Homosexuelles, nous étions plus libres que nos amies féministes pour dénoncer cette régression sociale pour expliquer que, commerciale ou éthique, la GPA ne peut être acceptable, elle instrumentalise le corps des femmes, elle les renvoie à un rôle traditionnel patriarcal, elle inscrit, à côté de la prostitution, un service procréatif qui s’appuie sur la glorification de soi-disant vertus féminines telles que l’altruisme et la générosité. Nous ne pouvions accepter que reviennent le fantôme de la domination du système patriarcal qui justifie l’existence sociale des femmes par leurs capacités procréatives.

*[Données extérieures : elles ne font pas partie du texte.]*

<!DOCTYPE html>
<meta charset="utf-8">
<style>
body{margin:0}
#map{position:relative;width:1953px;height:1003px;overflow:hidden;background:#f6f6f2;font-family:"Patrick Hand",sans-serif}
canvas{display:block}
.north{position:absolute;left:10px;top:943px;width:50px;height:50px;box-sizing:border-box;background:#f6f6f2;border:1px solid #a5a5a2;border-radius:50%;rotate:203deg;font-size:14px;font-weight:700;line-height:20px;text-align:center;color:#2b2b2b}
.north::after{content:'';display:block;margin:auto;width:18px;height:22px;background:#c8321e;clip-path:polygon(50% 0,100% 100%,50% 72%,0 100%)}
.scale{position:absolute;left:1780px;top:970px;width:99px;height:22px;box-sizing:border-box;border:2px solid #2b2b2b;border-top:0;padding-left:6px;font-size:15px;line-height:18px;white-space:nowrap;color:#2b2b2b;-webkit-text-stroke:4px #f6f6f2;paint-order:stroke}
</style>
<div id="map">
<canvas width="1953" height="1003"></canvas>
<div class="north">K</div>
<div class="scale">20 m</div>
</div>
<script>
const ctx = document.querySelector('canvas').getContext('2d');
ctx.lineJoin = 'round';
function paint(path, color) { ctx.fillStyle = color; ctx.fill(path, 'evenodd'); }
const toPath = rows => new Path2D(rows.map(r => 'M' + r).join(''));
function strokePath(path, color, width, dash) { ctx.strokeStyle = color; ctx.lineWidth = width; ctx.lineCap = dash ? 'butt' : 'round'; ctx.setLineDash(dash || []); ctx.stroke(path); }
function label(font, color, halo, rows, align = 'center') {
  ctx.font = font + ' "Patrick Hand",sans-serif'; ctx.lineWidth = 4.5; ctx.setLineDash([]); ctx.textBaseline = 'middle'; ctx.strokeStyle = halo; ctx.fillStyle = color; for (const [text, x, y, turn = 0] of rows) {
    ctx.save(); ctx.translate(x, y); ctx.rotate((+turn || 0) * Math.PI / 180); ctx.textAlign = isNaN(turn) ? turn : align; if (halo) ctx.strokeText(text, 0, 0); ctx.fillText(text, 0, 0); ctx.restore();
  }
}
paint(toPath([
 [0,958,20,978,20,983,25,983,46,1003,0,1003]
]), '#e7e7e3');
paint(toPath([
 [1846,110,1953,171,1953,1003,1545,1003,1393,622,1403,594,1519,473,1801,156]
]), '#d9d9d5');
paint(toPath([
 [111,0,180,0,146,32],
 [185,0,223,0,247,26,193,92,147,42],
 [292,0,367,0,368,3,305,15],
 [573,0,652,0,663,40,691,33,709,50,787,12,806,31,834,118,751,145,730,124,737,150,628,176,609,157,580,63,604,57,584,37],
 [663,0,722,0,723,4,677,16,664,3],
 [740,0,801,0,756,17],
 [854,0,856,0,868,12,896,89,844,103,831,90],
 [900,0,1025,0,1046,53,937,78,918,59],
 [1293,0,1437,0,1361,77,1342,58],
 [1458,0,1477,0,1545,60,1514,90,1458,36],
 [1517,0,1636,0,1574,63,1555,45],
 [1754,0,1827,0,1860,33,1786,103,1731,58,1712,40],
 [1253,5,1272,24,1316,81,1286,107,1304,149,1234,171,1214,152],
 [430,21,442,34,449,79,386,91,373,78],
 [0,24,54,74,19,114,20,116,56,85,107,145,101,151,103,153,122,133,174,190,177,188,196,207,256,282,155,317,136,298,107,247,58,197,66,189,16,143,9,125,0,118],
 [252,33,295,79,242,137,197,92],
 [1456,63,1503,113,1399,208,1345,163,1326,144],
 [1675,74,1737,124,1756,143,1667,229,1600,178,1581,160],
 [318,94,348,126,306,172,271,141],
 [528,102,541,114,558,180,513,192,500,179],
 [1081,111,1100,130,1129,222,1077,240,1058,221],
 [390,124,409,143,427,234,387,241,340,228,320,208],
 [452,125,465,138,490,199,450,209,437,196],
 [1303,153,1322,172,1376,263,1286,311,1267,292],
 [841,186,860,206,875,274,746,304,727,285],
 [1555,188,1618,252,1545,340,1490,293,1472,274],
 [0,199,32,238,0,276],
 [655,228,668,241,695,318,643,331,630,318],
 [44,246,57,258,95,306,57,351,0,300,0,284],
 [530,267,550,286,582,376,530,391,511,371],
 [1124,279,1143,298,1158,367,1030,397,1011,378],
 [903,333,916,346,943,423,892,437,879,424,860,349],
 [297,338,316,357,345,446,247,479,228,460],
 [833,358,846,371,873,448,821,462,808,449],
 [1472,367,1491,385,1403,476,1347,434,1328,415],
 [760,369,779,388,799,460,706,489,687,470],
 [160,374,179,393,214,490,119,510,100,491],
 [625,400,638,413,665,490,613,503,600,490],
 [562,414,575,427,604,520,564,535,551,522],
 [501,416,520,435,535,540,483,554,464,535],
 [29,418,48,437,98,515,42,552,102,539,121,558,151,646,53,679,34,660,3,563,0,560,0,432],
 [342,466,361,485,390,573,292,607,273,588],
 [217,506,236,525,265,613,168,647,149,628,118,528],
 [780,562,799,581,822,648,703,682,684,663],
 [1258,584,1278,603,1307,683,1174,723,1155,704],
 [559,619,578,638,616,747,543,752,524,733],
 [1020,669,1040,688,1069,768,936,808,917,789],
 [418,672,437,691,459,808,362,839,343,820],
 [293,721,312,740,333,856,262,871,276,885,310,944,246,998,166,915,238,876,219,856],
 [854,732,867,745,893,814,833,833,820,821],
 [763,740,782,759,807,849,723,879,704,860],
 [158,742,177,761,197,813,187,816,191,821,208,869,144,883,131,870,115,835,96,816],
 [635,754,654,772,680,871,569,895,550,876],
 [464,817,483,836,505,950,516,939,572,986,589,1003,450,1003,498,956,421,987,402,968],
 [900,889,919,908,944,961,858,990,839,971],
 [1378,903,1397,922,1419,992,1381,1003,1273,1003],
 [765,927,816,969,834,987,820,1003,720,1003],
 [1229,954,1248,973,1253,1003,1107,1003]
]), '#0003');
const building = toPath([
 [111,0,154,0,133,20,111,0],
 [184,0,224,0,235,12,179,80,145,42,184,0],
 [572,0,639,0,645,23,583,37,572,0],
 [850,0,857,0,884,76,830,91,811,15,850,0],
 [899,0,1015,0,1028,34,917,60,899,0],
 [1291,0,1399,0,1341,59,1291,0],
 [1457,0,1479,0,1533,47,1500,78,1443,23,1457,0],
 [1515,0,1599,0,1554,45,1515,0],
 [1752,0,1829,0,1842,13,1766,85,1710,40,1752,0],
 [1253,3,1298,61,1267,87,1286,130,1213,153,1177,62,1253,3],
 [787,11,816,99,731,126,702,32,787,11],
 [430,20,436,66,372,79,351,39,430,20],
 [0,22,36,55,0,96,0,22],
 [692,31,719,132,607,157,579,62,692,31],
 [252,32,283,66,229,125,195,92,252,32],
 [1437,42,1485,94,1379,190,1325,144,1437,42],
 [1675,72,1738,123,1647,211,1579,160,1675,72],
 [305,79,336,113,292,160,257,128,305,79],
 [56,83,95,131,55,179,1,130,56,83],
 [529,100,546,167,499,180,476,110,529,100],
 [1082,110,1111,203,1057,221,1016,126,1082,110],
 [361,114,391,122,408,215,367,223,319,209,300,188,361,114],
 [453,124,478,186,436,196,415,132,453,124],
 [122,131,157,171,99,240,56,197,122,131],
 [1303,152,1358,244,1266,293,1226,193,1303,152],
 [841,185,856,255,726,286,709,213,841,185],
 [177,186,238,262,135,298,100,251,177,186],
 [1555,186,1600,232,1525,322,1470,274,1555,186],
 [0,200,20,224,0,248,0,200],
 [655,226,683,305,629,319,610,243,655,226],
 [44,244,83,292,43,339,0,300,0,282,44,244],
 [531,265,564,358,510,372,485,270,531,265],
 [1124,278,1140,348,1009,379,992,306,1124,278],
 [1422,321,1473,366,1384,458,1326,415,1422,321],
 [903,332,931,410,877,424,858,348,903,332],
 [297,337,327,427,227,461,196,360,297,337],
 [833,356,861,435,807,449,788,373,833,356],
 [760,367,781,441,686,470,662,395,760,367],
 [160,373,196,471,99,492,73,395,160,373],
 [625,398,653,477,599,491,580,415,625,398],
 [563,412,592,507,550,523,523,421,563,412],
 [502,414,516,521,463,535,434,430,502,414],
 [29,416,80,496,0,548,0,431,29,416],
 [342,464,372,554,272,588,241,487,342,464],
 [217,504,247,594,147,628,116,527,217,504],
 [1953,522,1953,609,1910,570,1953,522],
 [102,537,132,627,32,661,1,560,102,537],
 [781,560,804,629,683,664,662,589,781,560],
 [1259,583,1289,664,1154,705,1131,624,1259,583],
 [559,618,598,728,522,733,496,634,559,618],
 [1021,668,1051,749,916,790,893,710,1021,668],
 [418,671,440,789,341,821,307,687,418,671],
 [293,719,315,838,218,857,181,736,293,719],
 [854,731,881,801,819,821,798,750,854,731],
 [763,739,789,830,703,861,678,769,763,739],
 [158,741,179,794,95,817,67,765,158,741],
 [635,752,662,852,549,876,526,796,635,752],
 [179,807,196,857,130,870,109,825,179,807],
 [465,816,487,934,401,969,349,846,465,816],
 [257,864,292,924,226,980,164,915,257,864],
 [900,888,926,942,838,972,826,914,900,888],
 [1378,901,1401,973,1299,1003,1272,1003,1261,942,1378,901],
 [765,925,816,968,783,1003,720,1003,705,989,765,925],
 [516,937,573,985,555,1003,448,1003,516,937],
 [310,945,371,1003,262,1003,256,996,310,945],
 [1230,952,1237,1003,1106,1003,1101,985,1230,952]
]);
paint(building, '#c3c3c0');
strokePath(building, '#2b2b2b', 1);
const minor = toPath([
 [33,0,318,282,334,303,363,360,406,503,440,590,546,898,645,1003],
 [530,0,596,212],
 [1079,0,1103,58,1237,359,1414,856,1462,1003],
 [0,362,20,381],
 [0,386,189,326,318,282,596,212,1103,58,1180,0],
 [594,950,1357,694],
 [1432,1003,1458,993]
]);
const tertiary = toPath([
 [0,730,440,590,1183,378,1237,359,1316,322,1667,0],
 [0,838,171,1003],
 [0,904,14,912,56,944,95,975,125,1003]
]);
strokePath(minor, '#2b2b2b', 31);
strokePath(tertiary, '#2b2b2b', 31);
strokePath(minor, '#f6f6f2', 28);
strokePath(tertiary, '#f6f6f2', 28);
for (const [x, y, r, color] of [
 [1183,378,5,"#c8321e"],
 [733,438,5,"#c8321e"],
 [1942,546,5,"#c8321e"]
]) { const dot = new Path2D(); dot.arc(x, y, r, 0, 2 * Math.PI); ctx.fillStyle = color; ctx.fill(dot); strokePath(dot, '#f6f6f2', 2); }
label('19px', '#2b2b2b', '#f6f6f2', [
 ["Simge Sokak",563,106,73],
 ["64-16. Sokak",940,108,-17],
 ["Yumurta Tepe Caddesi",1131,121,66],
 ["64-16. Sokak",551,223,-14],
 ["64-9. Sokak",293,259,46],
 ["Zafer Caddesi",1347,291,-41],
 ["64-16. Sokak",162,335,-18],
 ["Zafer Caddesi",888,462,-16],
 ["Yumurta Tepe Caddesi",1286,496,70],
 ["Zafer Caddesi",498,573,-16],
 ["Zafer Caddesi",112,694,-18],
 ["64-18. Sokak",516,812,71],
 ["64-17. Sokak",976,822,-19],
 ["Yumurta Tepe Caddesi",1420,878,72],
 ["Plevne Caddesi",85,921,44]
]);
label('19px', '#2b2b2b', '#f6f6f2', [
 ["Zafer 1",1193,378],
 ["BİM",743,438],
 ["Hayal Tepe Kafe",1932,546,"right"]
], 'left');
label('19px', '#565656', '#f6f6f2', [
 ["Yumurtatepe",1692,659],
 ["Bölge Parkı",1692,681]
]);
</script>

Nous avons alors lancé un mouvement de résistance entraînant des associations de défense des droits des femmes et des droits humains. En 2011, nous étions un collectif de trois associations à nous battre sur le terrain : la Cadac, le CoRP et la CLF. Aujourd’hui, nous sommes 54 associations françaises, italiennes, suisses, québécoises, portugaises, monégasques… à revendiquer l’abolition universelle de la maternité de substitution.
Repenser l’individualisation des droits
En 2013, la loi Taubira ouvre le mariage à tous les couples, hétérosexuels ou homosexuels, et s’accompagne de débats enflammés. Pour les lesbiennes féministes, cette réforme, présentée abusivement comme un grand pas vers l’égalité, amène tout au plus une égalité entre couples hétérosexuels et couples homosexuels, mais ne fait pas réellement avancer l’égalité entre individu-e-s .
En effet, l’ouverture au mariage donne accès à des avantages jusque-là réservés aux couples hétérosexuels (transmission patrimoniale, protection sociale, pension de réversion, etc.). La dissymétrie des droits entre couples et personnes vivant de façon autonome (célibataire) s’en est trouvée renforcée. Ce constat conduisait naturellement à repenser l’égalité en interrogeant nos systèmes de droits civils, sociaux et fiscaux, encore largement entachés de familialisme, considérant non pas l’individu, mais son statut familial ou conjugal et rejetant les personnes, et surtout les femmes, dans la dépendance. La CLF a ainsi relancé la question des « droits propres », question débattue par les mouvements féministes dans les années 1970, mais quelque peu oubliée, en portant cette réflexion dans les cercles et colloques féministes. Revendiquer des « droits propres », c’est-à-dire non liés à un statut comme le sont les « droits dérivés », c’est en effet revendiquer des droits universels pour tout individu-e.
Construire une réflexion féministe sur le sujet devient d’autant plus impératif que des organisations de droite comme de gauche évoquent le revenu universel d’existence, une forme de droit propre, comme l’une des avancées possibles de nos sociétés. Or, à l’examen, cette préconisation s’avère davantage une fausse bonne idée qu’un réel progrès social. Sur ce sujet très complexe, la vigilance s’impose. Nous savons que toute avancée vers les droits propres ne peut que s’inscrire dans le cadre d’une société solidaire, et non dans une société libérale, en ré-évaluant l’ensemble de nos systèmes sociaux et fiscaux.